40 per cent of residents in Tower Hamlets live in areas that breach EU and government guidance on safe levels of air pollution and it’s the fifth worst borough in London for air pollution.

Our election manifesto promised to tackle poor air quality, and as a council we’re taking big steps to play our part. We’re already committed to achieve a 60% carbon dioxide emissions reduction by 2020 from our own operations, and we will start work now with an action plan with the aim of becoming a zero-carbon council by 2025. Our current Carbon Management Plan will be updated by the end of the year to help us achieve this ambitious target.


Read more about why we’ve declared a climate emergency here.


Locally, our Breathe Clean campaign was launched – this is about tackling air pollution across the borough and raising awareness about what can be done to improve air quality

As part of this campaign, we’ve launched an initiative to set up ‘School Streets’ near local schools where some roads are closed entirely to traffic and others have timed restrictions based around the school day. This will help to reduce air pollution around our schools

We’ve also set up an Air Quality Fund, worth £200,000, for residents and community groups to help deliver projects that tackle air pollution. Residents or groups can bid for funding, and successful bids have included a primary school who applied to install a green screen around a nursery, and a housing provider who applied to install electric charging points.
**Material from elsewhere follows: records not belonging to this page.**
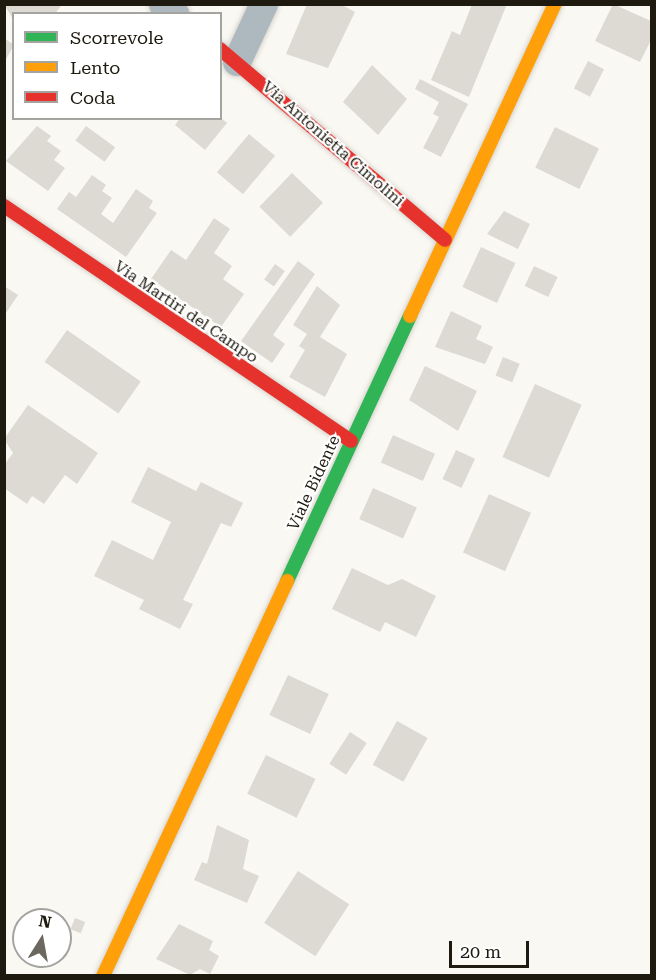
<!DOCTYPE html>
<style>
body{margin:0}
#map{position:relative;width:656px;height:980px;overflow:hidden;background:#faf8f2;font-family:"Roboto Serif",serif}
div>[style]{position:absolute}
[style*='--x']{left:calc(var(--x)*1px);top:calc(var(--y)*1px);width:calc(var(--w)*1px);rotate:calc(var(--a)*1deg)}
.building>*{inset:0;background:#dddad3;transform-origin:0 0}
.roads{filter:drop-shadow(0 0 2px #d6d4cf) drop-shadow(0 0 2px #d6d4cf)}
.street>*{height:28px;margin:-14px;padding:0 14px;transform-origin:14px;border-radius:14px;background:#aeb9bf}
.fast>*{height:14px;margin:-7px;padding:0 7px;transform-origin:7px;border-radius:7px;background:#30b455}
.slow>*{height:14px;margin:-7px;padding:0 7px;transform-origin:7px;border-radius:7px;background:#ff9f0a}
.jam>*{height:14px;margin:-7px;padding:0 7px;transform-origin:7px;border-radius:7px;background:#e5322d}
span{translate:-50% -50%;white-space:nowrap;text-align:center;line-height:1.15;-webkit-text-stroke:4.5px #fff;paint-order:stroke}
.street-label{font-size:16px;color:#1e1a10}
.frame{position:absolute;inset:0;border:6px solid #1e1a10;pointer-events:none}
.legend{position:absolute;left:12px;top:12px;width:210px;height:108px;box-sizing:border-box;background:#fff;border:2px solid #a5a39f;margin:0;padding:8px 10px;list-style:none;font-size:18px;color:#1e1a10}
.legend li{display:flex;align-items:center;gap:12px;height:30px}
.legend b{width:30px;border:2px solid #a5a39f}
.north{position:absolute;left:12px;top:908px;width:60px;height:60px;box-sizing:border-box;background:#fff;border:2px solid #a5a39f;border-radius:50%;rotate:11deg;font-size:16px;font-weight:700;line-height:24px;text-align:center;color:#1e1a10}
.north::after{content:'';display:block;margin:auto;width:21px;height:27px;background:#6b685f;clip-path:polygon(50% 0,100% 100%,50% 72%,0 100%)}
.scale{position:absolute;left:449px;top:941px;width:80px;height:27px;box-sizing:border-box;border:3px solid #1e1a10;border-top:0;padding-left:8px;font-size:18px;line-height:21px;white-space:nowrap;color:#1e1a10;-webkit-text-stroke:4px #fff;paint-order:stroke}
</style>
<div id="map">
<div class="building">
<div style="clip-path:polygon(4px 4px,62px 4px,55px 14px,14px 14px,14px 21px)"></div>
<div style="clip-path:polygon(307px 4px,340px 4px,355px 12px,328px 68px,286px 54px)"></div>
<div style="clip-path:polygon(472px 4px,507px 4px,469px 97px,431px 80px,452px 31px,460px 35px)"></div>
<div style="clip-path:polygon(613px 4px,651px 21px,651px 40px,640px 62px,595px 41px)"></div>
<div style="clip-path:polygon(4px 38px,14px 45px,4px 63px)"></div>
<div style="left:588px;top:61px;width:18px;height:31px;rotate:27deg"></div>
<div style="clip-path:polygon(372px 65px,407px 99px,378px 135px,343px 102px)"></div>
<div style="clip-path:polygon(420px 79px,468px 104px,441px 157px,423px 148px,439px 117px,433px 114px,439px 102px,415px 89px)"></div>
<div style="clip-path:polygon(180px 118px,221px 118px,227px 123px,205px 150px,175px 125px)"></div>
<div style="clip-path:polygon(37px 126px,51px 136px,47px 141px,61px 151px,54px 160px,65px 168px,48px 191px,6px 161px)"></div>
<div style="left:86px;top:126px;width:36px;height:18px;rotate:36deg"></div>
<div style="left:555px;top:127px;width:49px;height:45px;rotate:26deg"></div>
<div style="left:249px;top:134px;width:34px;height:50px;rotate:40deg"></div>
<div style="left:292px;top:173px;width:43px;height:47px;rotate:44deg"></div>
<div style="clip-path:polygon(92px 175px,106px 185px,102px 191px,112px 198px,101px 214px,113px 223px,136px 189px,153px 201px,149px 208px,157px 213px,126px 257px,57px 209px,69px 192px,76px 197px)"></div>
<div style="clip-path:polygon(504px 211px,530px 224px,518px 249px,487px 234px)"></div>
<div style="clip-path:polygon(214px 218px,230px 229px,214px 253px,232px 266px,223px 279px,244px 294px,221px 327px,151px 279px,171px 250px,186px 260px)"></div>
<div style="left:481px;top:247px;width:38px;height:44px;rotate:25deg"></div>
<div style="clip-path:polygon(298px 261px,315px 274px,273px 335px,285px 344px,272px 363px,241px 341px)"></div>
<div style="left:275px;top:264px;width:12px;height:19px;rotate:35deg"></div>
<div style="left:534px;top:266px;width:26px;height:22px;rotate:25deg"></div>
<div style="clip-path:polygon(4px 286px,18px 295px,4px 316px)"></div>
<div style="clip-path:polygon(317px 286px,340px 305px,320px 337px,347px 354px,325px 397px,289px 377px,305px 350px,299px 346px,307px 334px,293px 325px)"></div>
<div style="clip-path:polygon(451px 311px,482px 326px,476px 339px,493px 347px,485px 364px,435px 347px)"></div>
<div style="left:67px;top:330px;width:90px;height:39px;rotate:35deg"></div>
<div style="left:503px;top:357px;width:18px;height:20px;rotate:22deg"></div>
<div style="clip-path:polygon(425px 366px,477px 391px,458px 431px,409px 400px)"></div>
<div style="left:535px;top:384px;width:51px;height:80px;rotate:24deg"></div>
<div style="clip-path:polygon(28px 405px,98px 453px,77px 484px,65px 475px,44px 504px,32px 496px,27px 504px,4px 488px,4px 465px,13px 453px,4px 439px)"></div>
<div style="left:393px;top:435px;width:46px;height:30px;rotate:24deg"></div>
<div style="left:456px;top:450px;width:21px;height:32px;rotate:25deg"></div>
<div style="clip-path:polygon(148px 467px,196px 491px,201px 482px,243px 503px,231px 527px,221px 523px,183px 600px,193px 604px,180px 629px,139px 609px,144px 600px,94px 576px,112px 540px,153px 560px,171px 522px,131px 502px)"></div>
<div style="left:373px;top:488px;width:48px;height:34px;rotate:24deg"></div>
<div style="left:489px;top:494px;width:46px;height:64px;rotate:24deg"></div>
<div style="clip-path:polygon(352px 568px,388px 585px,402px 579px,436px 596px,416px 637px,385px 622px,380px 632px,332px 609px)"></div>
<div style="left:288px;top:675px;width:45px;height:44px;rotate:25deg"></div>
<div style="left:397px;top:721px;width:35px;height:50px;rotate:29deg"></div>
<div style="left:350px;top:732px;width:20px;height:38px;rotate:33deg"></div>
<div style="left:266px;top:755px;width:55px;height:43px;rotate:26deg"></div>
<div style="clip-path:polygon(217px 825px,249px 840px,243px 869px,259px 876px,247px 903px,194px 880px,202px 862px,207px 864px)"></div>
<div style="left:298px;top:871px;width:61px;height:62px;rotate:33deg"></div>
<div style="left:75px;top:918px;width:11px;height:12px;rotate:22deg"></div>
<div style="clip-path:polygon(179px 924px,213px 941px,209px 950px,219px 956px,210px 974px,200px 969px,190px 975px,156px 959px)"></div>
</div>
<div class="roads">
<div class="street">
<div style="--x:163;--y:4;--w:16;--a:40"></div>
<div style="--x:237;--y:62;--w:64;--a:-65"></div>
</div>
<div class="fast">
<div style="--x:287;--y:581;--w:292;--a:-65.1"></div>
</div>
<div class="slow">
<div style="--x:410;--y:316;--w:344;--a:-65.1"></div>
<div style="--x:103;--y:976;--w:436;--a:-65"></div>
</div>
<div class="jam">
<div style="--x:220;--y:49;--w:295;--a:40.3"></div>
<div style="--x:4;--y:206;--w:419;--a:34.1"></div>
</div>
</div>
<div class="street-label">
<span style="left:333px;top:144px;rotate:41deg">Via Antonietta Cimolini</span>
<span style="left:186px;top:312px;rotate:34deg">Via Martiri del Campo</span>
<span style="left:314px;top:483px;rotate:-65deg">Viale Bidente</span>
</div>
<div class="frame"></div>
<ul class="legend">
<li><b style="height:8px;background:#30b455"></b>Scorrevole</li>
<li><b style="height:8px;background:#ff9f0a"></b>Lento</li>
<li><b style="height:8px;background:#e5322d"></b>Coda</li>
</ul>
<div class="north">N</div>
<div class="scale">20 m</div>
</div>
We’re also working to make it easier for residents and visitors to use bicycles in the borough, and to use public transport instead of cars.

More broadly we’re also encouraging residents to recycle more, to prevent more food going to landfill.

But while tackling air pollution locally is important, we need others to play their part too. The reality is that we need urgent action on a global level to avoid the worst consequences of climate change.

Mayor John Biggs said: “Research shows that children’s lungs in Tower Hamlets have up to 10% less lung capacity than normal. Politicians everywhere need to listen to the message from young people that if we don’t change our actions now we will leave a legacy of a climate emergency. We are taking steps across the borough to reduce our impact on the planet.”

Cllr Rachel Blake, Deputy Mayor and Cabinet Member for Regeneration and Air Quality said: “We are declaring a climate emergency in Tower Hamlets. We have already been taking action to reduce carbon dioxide emissions through our Breathe Clean campaign and our Carbon Management Plan, and we will now be producing an action plan with the aim of becoming a zero-carbon council by 2025.”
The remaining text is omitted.